Cisco seeks NDS buyer to focus on cloud

Cisco looks like it is edging out of dedicated video services technology 12 years after its dramatic entry to the field.
Cisco is looking to sell its video software and security business, NDS, as it continues to move out of the traditional pay TV business to focus on broader infrastructure services. This echoes moves by another pay TV giant Ericsson to sell its media business and focus on core areas in mobility and telecommunications, driven partly by cord cutting and accelerating decline in traditional pay TV.
Cisco had already shed much of its video hardware business with the sale of its set top box and CPE division to Technicolor in 2015 for €560 million in cash and stock. This division had been based on Scientific Atlanta, the dedicated pay TV system company Cisco had acquired for $6.9 billion in 2005. Increasingly legacy pay TV technology is becoming concentrated among dedicated vendors like Arris, Harmonic and Technicolor, although Nokia also has a big stake resulting from its acquisition of Alcatel-Lucent for €15.6 billion in 2015.
To some extent the NDS sale would reflect Cisco’s failure to evolve the content security portfolio since the acquisition. The product called VideoGuard runs in satellite set top boxes, applying Conditional Access (CA) technology to confine subscribers to channels and pay per view events they have paid for. It has been heavily dependent both for revenues and to some extent technical direction on two major customers, Sky and AT&T’s DirecTV.
Unlike rivals such as Verimatrix and Kudelski’s Nagra, it has not evolved properly into a more open multiscreen platform for stand-alone OTT services and has been slow to incorporate technologies such as forensic watermarking that enable streams being redistributed illegally to be tracked back to the source and then taken down in near real time in the case of live content.

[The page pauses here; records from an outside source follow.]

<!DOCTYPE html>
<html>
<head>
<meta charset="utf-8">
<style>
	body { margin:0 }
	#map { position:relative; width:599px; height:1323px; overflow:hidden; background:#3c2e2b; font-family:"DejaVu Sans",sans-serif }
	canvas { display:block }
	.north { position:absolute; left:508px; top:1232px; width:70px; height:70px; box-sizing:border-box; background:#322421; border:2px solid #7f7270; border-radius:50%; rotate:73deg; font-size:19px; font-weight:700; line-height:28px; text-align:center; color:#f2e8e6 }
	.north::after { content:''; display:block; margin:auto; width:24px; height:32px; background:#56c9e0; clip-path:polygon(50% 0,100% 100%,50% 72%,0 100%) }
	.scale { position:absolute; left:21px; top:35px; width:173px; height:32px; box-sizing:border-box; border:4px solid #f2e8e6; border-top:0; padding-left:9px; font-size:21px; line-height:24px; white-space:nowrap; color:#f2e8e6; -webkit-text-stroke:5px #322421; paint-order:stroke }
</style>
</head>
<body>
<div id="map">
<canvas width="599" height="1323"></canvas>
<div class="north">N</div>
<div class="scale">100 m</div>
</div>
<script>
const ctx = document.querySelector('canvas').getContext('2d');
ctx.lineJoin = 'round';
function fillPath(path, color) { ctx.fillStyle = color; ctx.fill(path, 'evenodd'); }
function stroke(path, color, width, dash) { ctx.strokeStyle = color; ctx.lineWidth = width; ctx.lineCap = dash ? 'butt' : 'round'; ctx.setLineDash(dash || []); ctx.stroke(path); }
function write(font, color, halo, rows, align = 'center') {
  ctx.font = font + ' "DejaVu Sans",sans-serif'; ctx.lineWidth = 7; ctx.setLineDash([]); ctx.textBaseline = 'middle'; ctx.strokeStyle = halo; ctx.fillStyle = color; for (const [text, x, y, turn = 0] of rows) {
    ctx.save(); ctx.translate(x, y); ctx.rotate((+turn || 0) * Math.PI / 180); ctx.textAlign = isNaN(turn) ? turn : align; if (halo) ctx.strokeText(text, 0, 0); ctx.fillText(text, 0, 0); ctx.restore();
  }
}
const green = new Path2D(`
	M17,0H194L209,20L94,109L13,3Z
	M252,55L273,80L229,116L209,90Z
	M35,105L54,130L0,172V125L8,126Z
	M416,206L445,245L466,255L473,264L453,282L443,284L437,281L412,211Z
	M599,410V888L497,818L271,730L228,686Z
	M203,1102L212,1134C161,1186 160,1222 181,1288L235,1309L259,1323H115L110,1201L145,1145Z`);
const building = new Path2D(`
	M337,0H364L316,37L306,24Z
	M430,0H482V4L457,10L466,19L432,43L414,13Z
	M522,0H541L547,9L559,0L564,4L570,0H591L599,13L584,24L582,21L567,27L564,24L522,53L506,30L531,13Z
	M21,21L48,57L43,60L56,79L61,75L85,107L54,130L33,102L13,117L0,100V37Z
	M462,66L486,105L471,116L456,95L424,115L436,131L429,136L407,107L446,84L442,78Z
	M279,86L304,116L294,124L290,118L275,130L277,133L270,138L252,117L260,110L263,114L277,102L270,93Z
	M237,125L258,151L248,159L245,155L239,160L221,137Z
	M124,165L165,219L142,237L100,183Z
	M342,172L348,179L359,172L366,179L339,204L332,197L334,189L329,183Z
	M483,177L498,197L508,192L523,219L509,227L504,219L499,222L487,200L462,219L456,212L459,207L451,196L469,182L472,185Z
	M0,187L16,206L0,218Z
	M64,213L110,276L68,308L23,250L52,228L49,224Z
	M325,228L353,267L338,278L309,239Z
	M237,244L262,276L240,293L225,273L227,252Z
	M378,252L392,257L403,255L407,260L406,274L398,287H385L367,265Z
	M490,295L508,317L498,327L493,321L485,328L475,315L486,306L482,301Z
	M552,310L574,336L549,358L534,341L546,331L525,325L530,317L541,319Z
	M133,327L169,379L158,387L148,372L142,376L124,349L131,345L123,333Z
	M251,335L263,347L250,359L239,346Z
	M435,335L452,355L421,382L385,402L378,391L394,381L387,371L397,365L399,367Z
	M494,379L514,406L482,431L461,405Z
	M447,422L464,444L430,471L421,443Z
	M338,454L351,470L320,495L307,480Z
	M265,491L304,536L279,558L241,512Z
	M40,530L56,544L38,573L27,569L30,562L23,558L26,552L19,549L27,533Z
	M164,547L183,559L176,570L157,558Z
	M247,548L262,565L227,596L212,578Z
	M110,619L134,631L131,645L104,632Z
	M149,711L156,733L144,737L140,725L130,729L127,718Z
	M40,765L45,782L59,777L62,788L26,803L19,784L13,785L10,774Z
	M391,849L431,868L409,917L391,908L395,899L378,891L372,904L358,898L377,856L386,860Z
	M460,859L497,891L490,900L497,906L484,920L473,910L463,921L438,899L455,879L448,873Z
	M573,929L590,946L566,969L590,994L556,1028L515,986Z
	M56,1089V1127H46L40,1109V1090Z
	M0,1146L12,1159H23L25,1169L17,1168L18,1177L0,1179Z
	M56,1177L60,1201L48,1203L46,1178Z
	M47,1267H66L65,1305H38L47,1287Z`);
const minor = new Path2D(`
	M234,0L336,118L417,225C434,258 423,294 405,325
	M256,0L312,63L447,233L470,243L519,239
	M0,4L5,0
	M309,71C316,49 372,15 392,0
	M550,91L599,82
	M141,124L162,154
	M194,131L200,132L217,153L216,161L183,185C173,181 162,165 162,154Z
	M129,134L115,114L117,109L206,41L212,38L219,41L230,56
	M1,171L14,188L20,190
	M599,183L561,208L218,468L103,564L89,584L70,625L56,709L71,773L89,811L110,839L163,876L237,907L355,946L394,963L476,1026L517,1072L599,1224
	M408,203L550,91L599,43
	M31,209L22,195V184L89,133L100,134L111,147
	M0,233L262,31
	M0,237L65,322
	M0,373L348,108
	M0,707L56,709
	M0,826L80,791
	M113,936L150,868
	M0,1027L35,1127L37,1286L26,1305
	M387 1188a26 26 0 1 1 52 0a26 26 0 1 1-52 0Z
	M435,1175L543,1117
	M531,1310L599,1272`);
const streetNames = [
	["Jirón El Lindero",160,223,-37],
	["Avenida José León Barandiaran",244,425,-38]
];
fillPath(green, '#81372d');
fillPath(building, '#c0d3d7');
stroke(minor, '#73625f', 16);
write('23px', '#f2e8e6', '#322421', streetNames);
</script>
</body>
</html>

At the same time traditional pay TV is shedding subscribers to online rivals, particularly in the USA, where according to eMarketer 22.2 million adults have canceled their pay TV subscriptions and 34.4 million adults have never had one and do not intend to.
While Cisco is divesting in what it calls service provider video it is at the same time investing substantially in cloud, both through acquisition and organic growth. Cisco announced on the last day of October this year, that it will acquire BroadSoft, a provider of cloud based unified communications and collaboration software, reinforcing its leadership position in this field of unified messaging and conferencing that it entered more than a decade ago. This includes video, but from a two-way conferencing rather than entertainment perspective.

Cisco’s long-standing CEO John Chambers sold the company’s set top box business just before stepping down to become chairman in July 2015.
Only a week earlier, Cisco and Google had announced their joint venture to provide tools, integration and consultancy for deploying hybrid clouds for enterprises. Hybrid clouds combine private cloud services that have evolved from data centers with public clouds such as Amazon’s AWS built on virtualized infrastructures using commodity hardware.
Hybrid clouds can be seen as stepping stones towards full reliance on public clouds, allowing enterprises to retain some critical areas on their own private cloud for now. They can then start taking advantage of public cloud services for some less critical functions, replacing desk top productivity software with SaaS (Software as a Service) delivery, enabling new products to come to market much faster.
As weekly analysis site Faultline Online Reporter pointed out, hybrid cloud has become the battle zone for the major IT players of all pedigrees. Cisco was early to appreciate that, but has by no means had a smooth ride into the cloud so far. It originally launched its Intercloud in January 2014 incorporating new functionality based on an SDN (Software Defined Network) model to optimize movement of workloads between existing established public clouds, including AWS and Microsoft Azure.
But this proved a two-edged sword as it enables Cisco’s enterprises customers to move their workloads onto AWS and Microsoft’s Azure at a time when they were gobbling up the public cloud market, especially the former.
As a result, Cisco gave up the ghost and closed Intercloud in March 2017 writing off $1 billion of investment. The collaboration with Google and acquisition of BroadSoft therefore represent Cisco’s second assault on the cloud, this time aiming to ween enterprise customers away from AWS with the promise of more powerful ML (Machine Learning) and AI (Artificial Intelligence) technology provided by Google. As Faultline Online Reporter noted, Google is promoting AI and ML as part of the Cisco alliance for analytics and monitoring, which it sees as essential for a successful hybrid cloud strategy.
According to Google, the partnership’s priority is to align runtime and production across the public and private cloud environments, by building tools around the two open source cloud platforms that it and Cisco have identified as foundations for their strategy, Kubernetes and Istio.